[DATA UNDER STUDY — start]

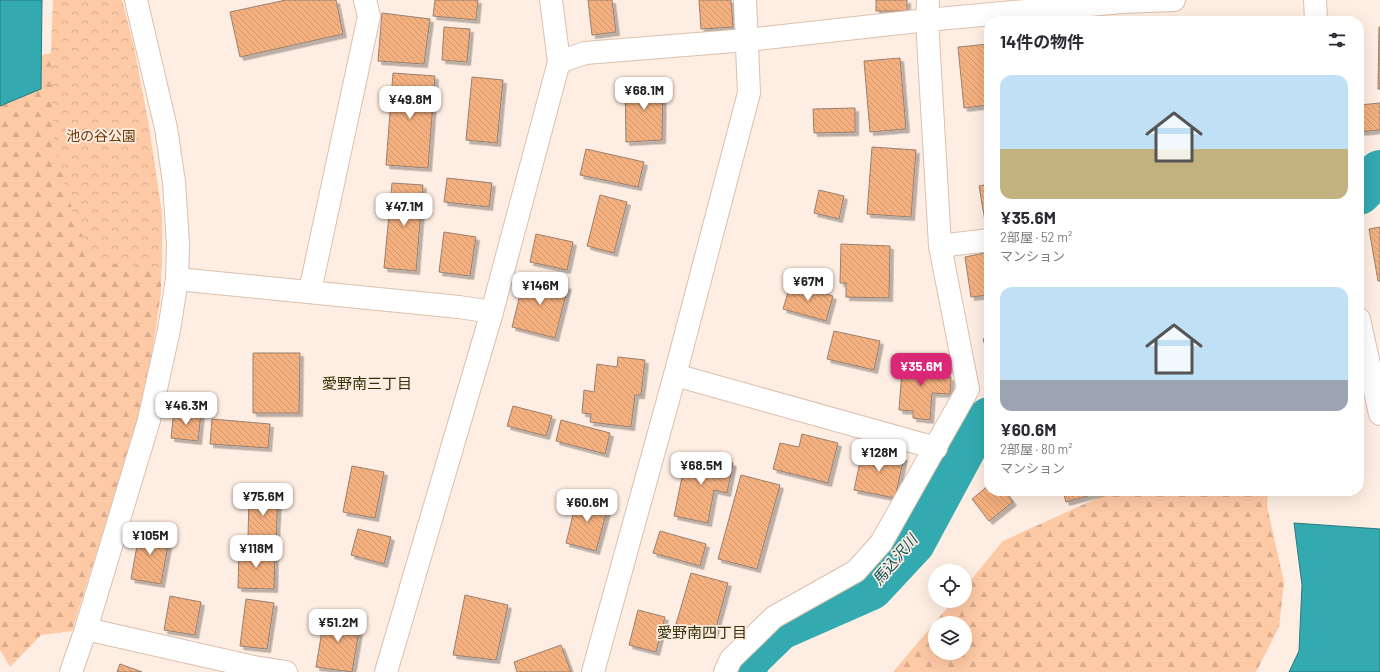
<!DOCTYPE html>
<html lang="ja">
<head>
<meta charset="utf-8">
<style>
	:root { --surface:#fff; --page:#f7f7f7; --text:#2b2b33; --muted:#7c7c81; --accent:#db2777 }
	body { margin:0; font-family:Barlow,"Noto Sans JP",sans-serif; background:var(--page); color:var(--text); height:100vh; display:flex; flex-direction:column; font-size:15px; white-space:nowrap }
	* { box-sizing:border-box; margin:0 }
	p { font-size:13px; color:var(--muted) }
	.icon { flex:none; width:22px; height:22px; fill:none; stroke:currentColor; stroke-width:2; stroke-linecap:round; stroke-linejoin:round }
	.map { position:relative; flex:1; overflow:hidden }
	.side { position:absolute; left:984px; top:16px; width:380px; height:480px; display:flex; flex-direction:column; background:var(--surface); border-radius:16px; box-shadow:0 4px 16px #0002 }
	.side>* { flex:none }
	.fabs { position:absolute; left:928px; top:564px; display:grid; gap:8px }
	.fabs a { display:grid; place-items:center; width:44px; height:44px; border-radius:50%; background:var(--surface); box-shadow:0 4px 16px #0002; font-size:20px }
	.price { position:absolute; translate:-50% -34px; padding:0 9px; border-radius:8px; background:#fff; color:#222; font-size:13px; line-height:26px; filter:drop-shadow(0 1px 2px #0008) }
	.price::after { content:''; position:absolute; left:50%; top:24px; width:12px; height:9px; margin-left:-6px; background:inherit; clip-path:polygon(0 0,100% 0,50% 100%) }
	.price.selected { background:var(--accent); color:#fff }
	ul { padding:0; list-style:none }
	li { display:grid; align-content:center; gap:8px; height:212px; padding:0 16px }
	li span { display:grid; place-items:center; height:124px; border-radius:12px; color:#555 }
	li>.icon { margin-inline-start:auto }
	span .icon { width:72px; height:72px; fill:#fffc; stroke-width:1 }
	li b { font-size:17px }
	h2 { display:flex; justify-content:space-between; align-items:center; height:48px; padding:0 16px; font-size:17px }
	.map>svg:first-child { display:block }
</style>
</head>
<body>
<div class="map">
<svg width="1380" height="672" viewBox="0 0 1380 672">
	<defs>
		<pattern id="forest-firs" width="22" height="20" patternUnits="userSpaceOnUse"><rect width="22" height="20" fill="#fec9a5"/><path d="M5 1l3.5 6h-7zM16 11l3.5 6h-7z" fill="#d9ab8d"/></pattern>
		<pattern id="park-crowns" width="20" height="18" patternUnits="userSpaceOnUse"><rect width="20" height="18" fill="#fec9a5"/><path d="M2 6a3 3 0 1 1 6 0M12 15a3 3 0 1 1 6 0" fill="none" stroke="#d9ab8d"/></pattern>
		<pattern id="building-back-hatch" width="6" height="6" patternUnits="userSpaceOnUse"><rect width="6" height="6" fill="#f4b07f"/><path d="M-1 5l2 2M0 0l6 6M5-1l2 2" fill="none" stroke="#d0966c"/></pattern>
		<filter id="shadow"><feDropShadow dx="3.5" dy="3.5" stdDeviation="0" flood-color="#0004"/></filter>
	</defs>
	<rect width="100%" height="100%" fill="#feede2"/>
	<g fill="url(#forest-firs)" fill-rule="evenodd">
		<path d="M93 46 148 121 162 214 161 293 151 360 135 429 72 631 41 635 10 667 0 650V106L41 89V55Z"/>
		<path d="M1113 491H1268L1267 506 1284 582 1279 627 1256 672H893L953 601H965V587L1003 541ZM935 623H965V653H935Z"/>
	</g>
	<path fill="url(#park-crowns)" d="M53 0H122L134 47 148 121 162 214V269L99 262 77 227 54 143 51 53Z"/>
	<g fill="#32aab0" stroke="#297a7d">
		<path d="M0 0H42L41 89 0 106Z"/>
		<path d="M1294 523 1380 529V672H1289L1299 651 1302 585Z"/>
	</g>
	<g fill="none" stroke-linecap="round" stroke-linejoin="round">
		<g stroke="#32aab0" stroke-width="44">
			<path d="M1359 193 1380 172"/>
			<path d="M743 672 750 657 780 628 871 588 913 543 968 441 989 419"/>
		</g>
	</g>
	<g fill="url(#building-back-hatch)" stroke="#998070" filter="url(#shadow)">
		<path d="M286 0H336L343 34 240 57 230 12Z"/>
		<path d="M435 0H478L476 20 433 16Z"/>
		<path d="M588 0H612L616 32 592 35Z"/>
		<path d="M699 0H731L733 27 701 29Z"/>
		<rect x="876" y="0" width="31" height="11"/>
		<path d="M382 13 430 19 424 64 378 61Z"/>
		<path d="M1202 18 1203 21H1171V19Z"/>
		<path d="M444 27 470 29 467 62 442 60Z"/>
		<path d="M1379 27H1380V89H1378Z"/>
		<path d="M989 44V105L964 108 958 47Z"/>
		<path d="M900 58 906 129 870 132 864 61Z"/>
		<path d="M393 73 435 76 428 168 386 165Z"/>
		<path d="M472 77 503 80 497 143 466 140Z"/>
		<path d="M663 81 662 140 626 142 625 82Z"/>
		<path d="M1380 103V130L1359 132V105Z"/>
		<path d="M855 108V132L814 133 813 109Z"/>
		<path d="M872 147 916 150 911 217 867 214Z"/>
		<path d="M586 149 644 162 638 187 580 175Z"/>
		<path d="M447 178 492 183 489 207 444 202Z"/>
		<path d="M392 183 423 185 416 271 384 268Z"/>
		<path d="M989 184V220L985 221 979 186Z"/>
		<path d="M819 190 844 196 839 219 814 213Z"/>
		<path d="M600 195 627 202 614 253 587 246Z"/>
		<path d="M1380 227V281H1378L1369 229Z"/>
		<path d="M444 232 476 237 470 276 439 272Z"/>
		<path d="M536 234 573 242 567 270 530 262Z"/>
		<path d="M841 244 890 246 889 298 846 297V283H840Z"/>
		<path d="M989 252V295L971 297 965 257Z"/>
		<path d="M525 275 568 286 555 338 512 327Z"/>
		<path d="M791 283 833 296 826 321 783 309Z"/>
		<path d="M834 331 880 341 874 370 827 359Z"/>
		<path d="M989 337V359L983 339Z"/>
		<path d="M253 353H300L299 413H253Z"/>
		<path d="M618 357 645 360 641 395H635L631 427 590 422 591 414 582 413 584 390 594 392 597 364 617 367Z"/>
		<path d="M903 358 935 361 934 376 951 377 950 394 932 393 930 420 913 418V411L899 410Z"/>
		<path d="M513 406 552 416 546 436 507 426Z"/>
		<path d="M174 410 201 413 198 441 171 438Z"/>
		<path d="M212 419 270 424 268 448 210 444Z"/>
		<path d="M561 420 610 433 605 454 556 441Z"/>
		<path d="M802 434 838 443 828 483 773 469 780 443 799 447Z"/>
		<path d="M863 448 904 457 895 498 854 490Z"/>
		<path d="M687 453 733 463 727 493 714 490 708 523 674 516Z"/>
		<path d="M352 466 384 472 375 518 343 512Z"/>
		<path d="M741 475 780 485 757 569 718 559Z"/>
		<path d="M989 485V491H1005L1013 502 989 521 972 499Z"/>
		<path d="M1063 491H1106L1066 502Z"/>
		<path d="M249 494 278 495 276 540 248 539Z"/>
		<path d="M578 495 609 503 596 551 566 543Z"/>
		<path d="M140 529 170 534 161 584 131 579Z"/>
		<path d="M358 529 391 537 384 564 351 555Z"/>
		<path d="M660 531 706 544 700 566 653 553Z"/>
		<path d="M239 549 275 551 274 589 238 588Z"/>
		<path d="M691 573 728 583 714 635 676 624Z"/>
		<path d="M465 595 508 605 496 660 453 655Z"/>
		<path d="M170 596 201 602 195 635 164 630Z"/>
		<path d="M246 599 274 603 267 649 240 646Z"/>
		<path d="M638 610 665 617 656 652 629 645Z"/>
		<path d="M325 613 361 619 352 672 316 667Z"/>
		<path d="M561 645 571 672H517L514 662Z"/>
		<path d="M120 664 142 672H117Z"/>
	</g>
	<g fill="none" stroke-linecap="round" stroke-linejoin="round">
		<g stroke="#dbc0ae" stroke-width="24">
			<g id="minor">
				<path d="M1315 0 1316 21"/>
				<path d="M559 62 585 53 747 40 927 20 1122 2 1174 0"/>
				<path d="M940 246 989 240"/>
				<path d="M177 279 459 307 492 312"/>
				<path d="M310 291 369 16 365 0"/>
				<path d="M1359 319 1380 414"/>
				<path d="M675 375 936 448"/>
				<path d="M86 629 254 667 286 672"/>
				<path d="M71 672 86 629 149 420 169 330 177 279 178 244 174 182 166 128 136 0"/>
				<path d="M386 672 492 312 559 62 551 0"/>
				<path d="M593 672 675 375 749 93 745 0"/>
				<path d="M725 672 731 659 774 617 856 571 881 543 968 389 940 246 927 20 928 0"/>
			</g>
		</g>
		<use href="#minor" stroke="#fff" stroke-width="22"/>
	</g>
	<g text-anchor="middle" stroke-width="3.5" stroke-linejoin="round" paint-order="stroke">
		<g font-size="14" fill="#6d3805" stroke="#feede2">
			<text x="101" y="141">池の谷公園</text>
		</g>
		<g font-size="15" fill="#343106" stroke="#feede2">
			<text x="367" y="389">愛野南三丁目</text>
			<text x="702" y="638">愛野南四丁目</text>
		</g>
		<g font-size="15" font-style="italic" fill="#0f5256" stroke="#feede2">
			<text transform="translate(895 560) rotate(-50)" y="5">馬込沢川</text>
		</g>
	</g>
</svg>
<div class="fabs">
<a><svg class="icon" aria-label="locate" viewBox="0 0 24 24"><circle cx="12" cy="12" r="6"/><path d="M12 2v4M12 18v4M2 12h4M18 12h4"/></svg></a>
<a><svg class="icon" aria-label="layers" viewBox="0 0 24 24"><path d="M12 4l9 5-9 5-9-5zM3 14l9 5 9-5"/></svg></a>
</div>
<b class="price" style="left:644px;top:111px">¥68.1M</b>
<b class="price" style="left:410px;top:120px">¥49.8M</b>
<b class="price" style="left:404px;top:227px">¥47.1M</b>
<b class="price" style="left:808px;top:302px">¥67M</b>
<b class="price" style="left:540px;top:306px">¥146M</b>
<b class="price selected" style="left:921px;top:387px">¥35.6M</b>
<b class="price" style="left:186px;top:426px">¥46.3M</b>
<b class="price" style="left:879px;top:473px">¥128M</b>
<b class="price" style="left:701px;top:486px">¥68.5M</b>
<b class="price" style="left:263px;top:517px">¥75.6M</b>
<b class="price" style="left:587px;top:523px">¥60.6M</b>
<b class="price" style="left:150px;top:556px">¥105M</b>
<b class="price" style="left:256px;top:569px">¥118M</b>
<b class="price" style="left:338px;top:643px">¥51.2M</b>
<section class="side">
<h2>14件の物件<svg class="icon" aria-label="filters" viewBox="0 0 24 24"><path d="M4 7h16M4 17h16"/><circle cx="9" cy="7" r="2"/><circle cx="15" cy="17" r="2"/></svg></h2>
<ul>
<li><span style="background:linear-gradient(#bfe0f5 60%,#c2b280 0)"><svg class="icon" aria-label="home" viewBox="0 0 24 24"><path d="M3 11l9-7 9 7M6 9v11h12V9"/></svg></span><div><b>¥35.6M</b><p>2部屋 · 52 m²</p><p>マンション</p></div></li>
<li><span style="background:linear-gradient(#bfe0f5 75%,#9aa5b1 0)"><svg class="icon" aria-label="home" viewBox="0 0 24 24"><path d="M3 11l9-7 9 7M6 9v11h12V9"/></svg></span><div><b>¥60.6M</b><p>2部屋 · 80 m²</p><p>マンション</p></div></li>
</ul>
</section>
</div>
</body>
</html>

[DATA UNDER STUDY — finish]

● **WHAT TO WORK ON**
Every line that contains the string "direction" should be returned from the data.

● **ANSWER TO THE EXERCISE**
	body { margin:0; font-family:Barlow,"Noto Sans JP",sans-serif; background:var(--page); color:var(--text); height:100vh; display:flex; flex-direction:column; font-size:15px; white-space:nowrap }
	.side { position:absolute; left:984px; top:16px; width:380px; height:480px; display:flex; flex-direction:column; background:var(--surface); border-radius:16px; box-shadow:0 4px 16px #0002 }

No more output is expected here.